Westminster Diary - 18th January 2010

Monday, 18th January 2010

The House of Commons recently debated the Government’s Children, Schools and Families Bill. Among the Bill’s provisions is a proposal to introduce a registration scheme to enable local authorities to record home-educated children, of which there are approximately 123 in Warwickshire and an estimated 20,000 in England as a whole. The scheme will be a register of all children of compulsory school age in their area who are being educated entirely at home. Local Authorities will also be obliged to monitor the education provided to a child on their home education register. There are several grounds on which I object to this and why, partly, I voted against the Bill on Monday.

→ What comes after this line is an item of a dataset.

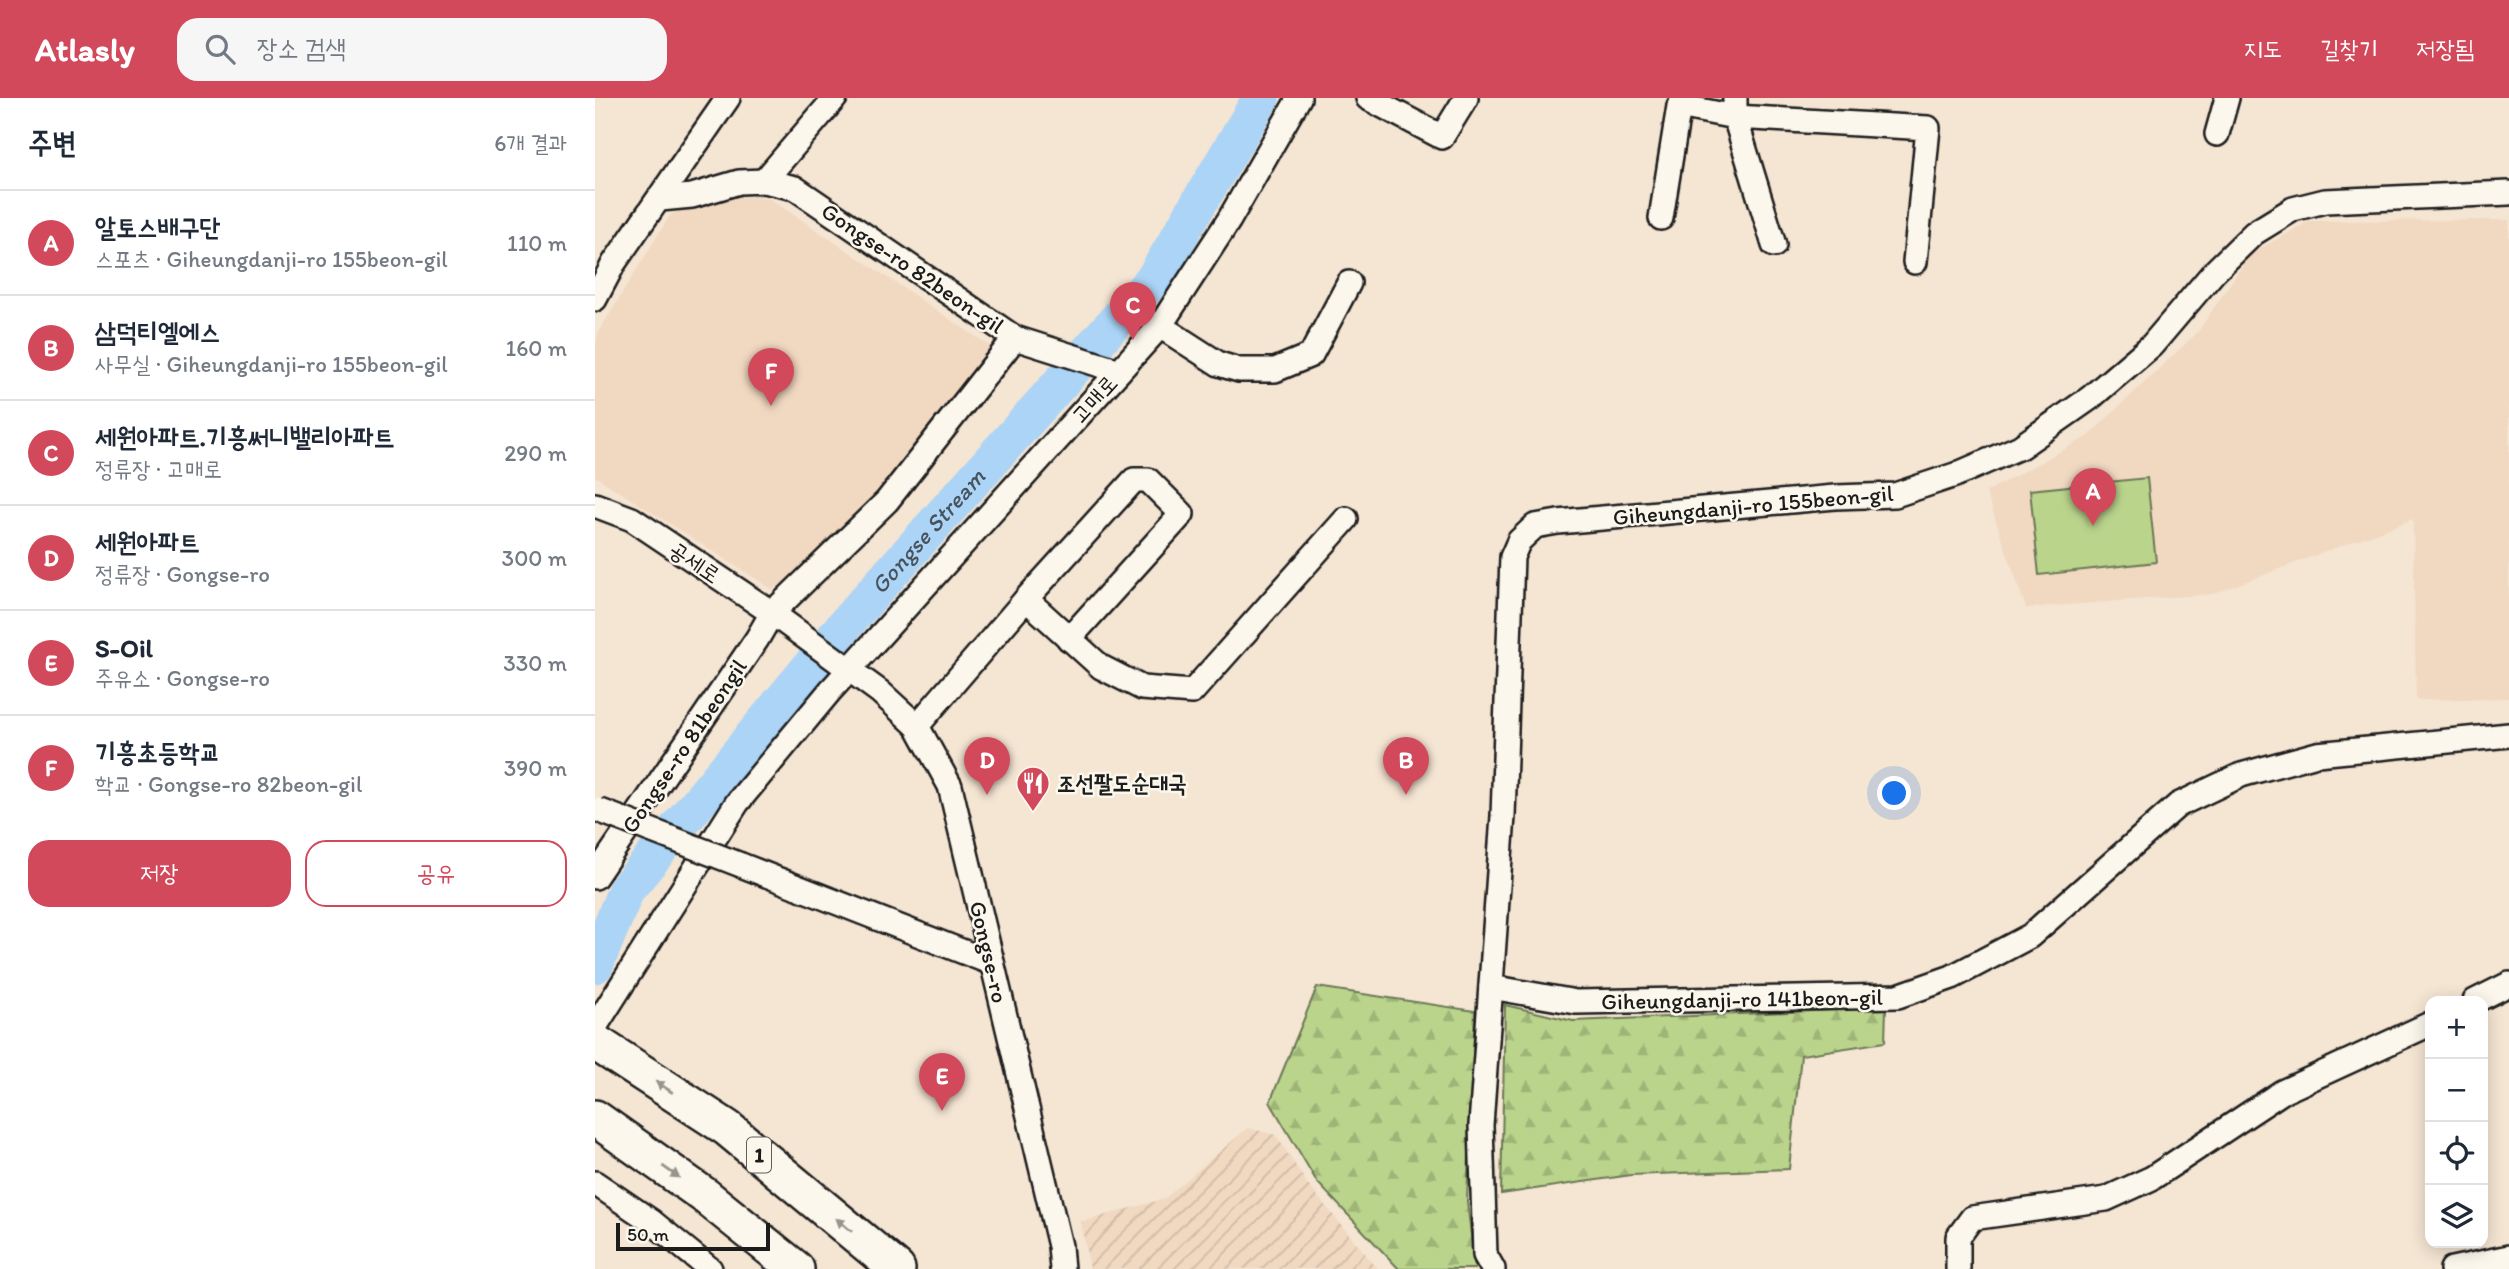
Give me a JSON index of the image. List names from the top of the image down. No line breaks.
{"streets":{"highway":["1"],"street":["Gongse-ro 82beon-gil","고매로","Giheungdanji-ro 155beon-gil","공세로","Gongse-ro 81beongil","Gongse-ro","Giheungdanji-ro 141beon-gil"]},"crossings":[["Gongse-ro 82beon-gil","공세로"],["Gongse-ro 82beon-gil","Gongse-ro 81beongil"],["고매로","공세로"],["고매로","Gongse-ro"],["고매로","1"],["Giheungdanji-ro 155beon-gil","Giheungdanji-ro 141beon-gil"],["공세로","Gongse-ro 81beongil"],["공세로","Gongse-ro"]],"water":["Gongse Stream"],"places":{"restaurant":["조선팔도순대국"]},"scale_bar":"50 m","page":{"header":"Atlasly","search":"장소 검색","nav":["지도","길찾기","저장됨"],"heading":["주변","6개 결과"],"list":[{"mark":"A","name":"알토스배구단","note":"스포츠 · Giheungdanji-ro 155beon-gil","value":"110 m"},{"mark":"B","name":"삼덕티엘에스","note":"사무실 · Giheungdanji-ro 155beon-gil","value":"160 m"},{"mark":"C","name":"세원아파트.기흥써니밸리아파트","note":"정류장 · 고매로","value":"290 m"},{"mark":"D","name":"세원아파트","note":"정류장 · Gongse-ro","value":"300 m"},{"mark":"E","name":"S-Oil","note":"주유소 · Gongse-ro","value":"330 m"},{"mark":"F","name":"기흥초등학교","note":"학교 · Gongse-ro 82beon-gil","value":"390 m"}],"pins":["C","F","A","B","D","E"],"buttons":["저장","공유"],"map_buttons":["+","−"],"scale":"50 m"}}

The first thing to bear in mind is that there are many reasons why parents choose to educate their children at home: they might be unhappy with local provision; their child might have a specific educational need that can be better supported at home; or they might have philosophical objections to the style of education on offer at their local state schools. Whatever their reasons, I believe it is a basic right of parents to be able to educate their children in accordance with their own wishes and that includes educating them at home. This Bill erodes that right by establishing a registration scheme that allows an inspector into the family home and to revoke the right of a parent to educate a child if the education offered is not deemed suitable according to regulations laid down by the Government. It appears to me that this measure is not so much about safeguarding children, but about Ministers dictating what parents should and should not be teaching their own children, a policy that runs counter to the principle of parental freedom of choice in education.

In any case, there is no evidence to suggest that children are intrinsically at greater risk from abuse if they are being home educated - for instance, not a single home-educated child has had to be taken into care as a result of a child protection plan. For the Government to use child protection as an excuse to expand its control over what home educators choose to teach their children is disingenuous and wrong-headed. Children taught in schools spend most of their time in the family home - are their parents to be inspected for safeguarding purposes?

There may well be a case for establishing an inspections scheme to ensure that home education is of a sufficient quality, but that case has not yet been made. The Government have justified these measures on the basis of child protection issues.

Parents who make the decision to educate their children do not choose an easy path and they make considerable sacrifices in order to follow it. Suggesting that their children may not be safe in their care is not the right way to assure ourselves that these children are being educated well.